Dalam setiap kunjungan itu, mereka sambil membaca puji-pujian kepada Nabi Muhammad SAW serta memanjatkan doa bagi pemilik rumah.

Warga keturunan Arab, Farid Djavar Nasar mengatakan, iwadh ini tradisi yang dibuat dari tahun ke tahun sudah dilakukan oleh orang-orang tua mereka. Dan itu dipelopori Habib Sayid Idrus Bin Salim Aljufri atau Guru tua di Kota Palu.

“Tradisi iwadh ini dilaksanakan jauh sebelumnya, kami hanya melanjutkan tradisi ini,” ungkapnya di kediamannya yang menjadi salah satu rumah diziarahi oleh warga jamaah ini, tepatnya di Jalan Mangga, Ahad (28/4).

Kegiatan ini sebut dia, kita berkumpul di masjid tua Jalan Sis Aljufri. Kemudian ke masjid Alkhairaat sambil menunggu semua yang datang. Di dalamnya terdapat juga tausiyah tokoh Alkhairaat. Pada lebaran kali ini, tausiyah diamanahkan kepada Habib Ali bin Muhamad Aljufri, yang juga Ketua MUI Provinsi Sulteng.

“Kegiatan ini bukan hanya keturunan Arab, seluruh masyarakat di Sis Aljufri dan Abnauulkhairaat pada umumnya dapat mengikuti kegiatan iwadh ini,”paparnya.

Ia menyebutkan, kegiatan ini ditutup di kediaman orang Arab tertua yaitu Syech Nasar (dulunya Kapten Arab di Palu) di Toko Nadoly, dan setelah itu bubar bersama-sama.

“Tradisi ini tidak memberatkan tuan rumah. Apapun mereka sajikan. Intinya silaturahmi,” jelasnya.

Olehnya kata dia, tradisi ini tetap mereka pertahankan, sejak orang tua-orang tua mereka. Hikmah tradisi ini, agar tidak memberatkan aktivitas ziarah ke seluruh rumah, sebab mereka dipertemukan pada saat iwadh.

Mereka berkumpul, hanya menyelesaikan setengah hari saja dari kegiatan iwadh ini.

Salahsatu warga keturunan Arab Habib Hasan Alhabsyi mengatakan, iwadh ini dilakukan, setelah sebulan penuh berpuasa. Setelah hasil berpuasa, maka mengunjungi rumah-rumah mencari tetua mereka, untuk mencari keberkahan. Mereka datang membaca qasidah-qasidah, doa dan berharap bertemu dengan Ramadhan-Ramadhan berikutnya.

Dalam pertemuan tersebut adapula dinamakan pembagian hagala. Hagala merupakan rezeki disisihkan dari pendapatan mereka, diberikan atas kegembiraan datangnya bulan suci Ramadhan dan dengan bertemunya Idul Fitri kita kembali pada fitrah yang ada.

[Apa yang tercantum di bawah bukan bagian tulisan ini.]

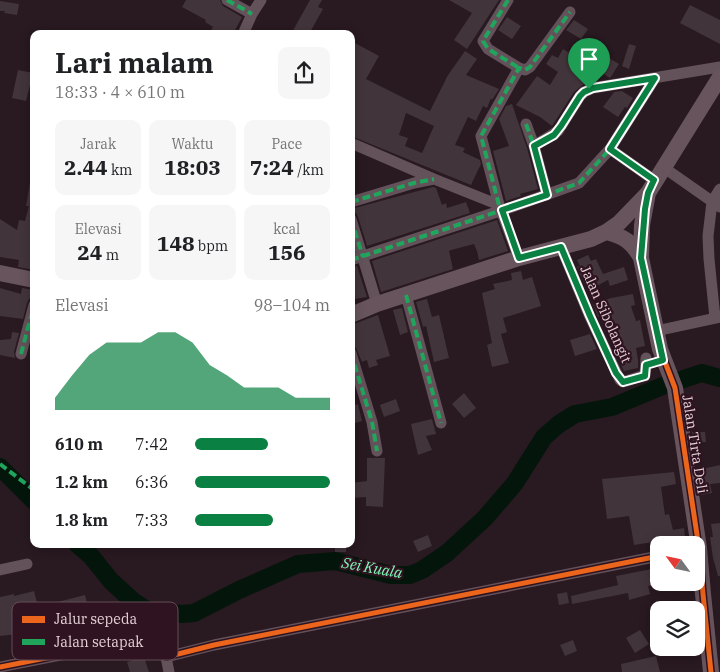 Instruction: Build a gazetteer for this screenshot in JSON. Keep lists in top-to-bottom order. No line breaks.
{"streets":{"street":["Jalan Sibolangit","Jalan Tirta Deli"]},"crossings":[["Jalan Sibolangit","Jalan Tirta Deli"]],"water":["Sei Kuala"],"legend":["Jalur sepeda","Jalan setapak"],"north":"top left","page":{"heading":["Lari malam","18:33 · 4 × 610 m"],"stats":[["Jarak","2.44 km"],["Waktu","18:03"],["Pace","7:24 /km"],["Elevasi","24 m"],["148 bpm"],["kcal","156"]],"chart":["Elevasi","98–104 m"],"list":[{"name":"610 m","note":"7:42"},{"name":"1.2 km","note":"6:36"},{"name":"1.8 km","note":"7:33"}]}} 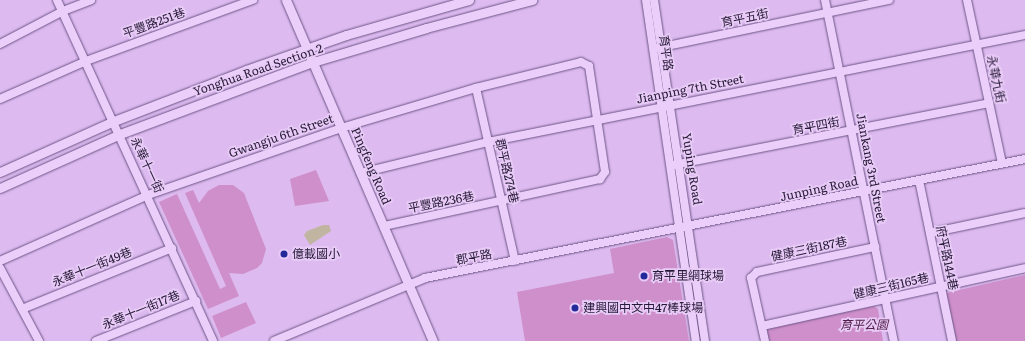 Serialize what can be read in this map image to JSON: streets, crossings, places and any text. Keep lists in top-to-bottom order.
{
  "streets": {
    "street": [
      "育平五街",
      "平豐路251巷",
      "育平路",
      "Yonghua Road Section 2",
      "永華九街",
      "Jianping 7th Street",
      "育平四街",
      "Gwangju 6th Street",
      "永華十一街",
      "Pingfeng Road",
      "Jiankang 3rd Street",
      "Yuping Road",
      "郡平路274巷",
      "Junping Road",
      "平豐路236巷",
      "健康三街187巷",
      "郡平路",
      "府平路144巷",
      "永華十一街49巷",
      "健康三街165巷",
      "永華十一街17巷"
    ]
  },
  "crossings": [
    ["育平五街", "育平路"],
    ["育平五街", "Jiankang 3rd Street"],
    ["育平五街", "Yuping Road"],
    ["平豐路251巷", "永華十一街"],
    ["育平路", "Jianping 7th Street"],
    ["育平路", "育平四街"],
    ["育平路", "Yuping Road"],
    ["育平路", "郡平路"],
    ["Yonghua Road Section 2", "永華十一街"],
    ["Yonghua Road Section 2", "Pingfeng Road"],
    ["永華九街", "Jianping 7th Street"],
    ["永華九街", "育平四街"],
    ["永華九街", "Junping Road"],
    ["Jianping 7th Street", "Pingfeng Road"],
    ["Jianping 7th Street", "Jiankang 3rd Street"],
    ["Jianping 7th Street", "Yuping Road"],
    ["Jianping 7th Street", "郡平路274巷"],
    ["Jianping 7th Street", "平豐路236巷"],
    ["育平四街", "Jiankang 3rd Street"],
    ["育平四街", "Yuping Road"],
    ["Gwangju 6th Street", "永華十一街"],
    ["Gwangju 6th Street", "Pingfeng Road"],
    ["Gwangju 6th Street", "郡平路274巷"],
    ["Gwangju 6th Street", "平豐路236巷"],
    ["永華十一街", "永華十一街49巷"],
    ["永華十一街", "永華十一街17巷"],
    ["Pingfeng Road", "平豐路236巷"],
    ["Pingfeng Road", "郡平路"],
    ["Jiankang 3rd Street", "Junping Road"],
    ["Jiankang 3rd Street", "健康三街187巷"],
    ["Jiankang 3rd Street", "健康三街165巷"],
    ["Yuping Road", "Junping Road"],
    ["Yuping Road", "郡平路"],
    ["郡平路274巷", "平豐路236巷"],
    ["郡平路274巷", "郡平路"],
    ["Junping Road", "郡平路"],
    ["Junping Road", "府平路144巷"],
    ["健康三街187巷", "健康三街165巷"],
    ["府平路144巷", "健康三街165巷"]
  ],
  "parks": ["育平公園"],
  "places": ["億載國小", "育平里網球場", "建興國中文中47棒球場"]
}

Ia menambahkan, rumah-rumah dikunjungi tokoh-tokoh masyarakat dari marga Arab. Al-Amri, Abdun, Bachmid, Aljufri ,Alhabsyi , Bajamal satu atau dua rumah masing-masing perwakilan marga.

“Mereka juga menyiapkan sajian menu alakadarnya, dibutuhkan silaturahmi dan doa-doa ada di dalmnya,” imbuhnya.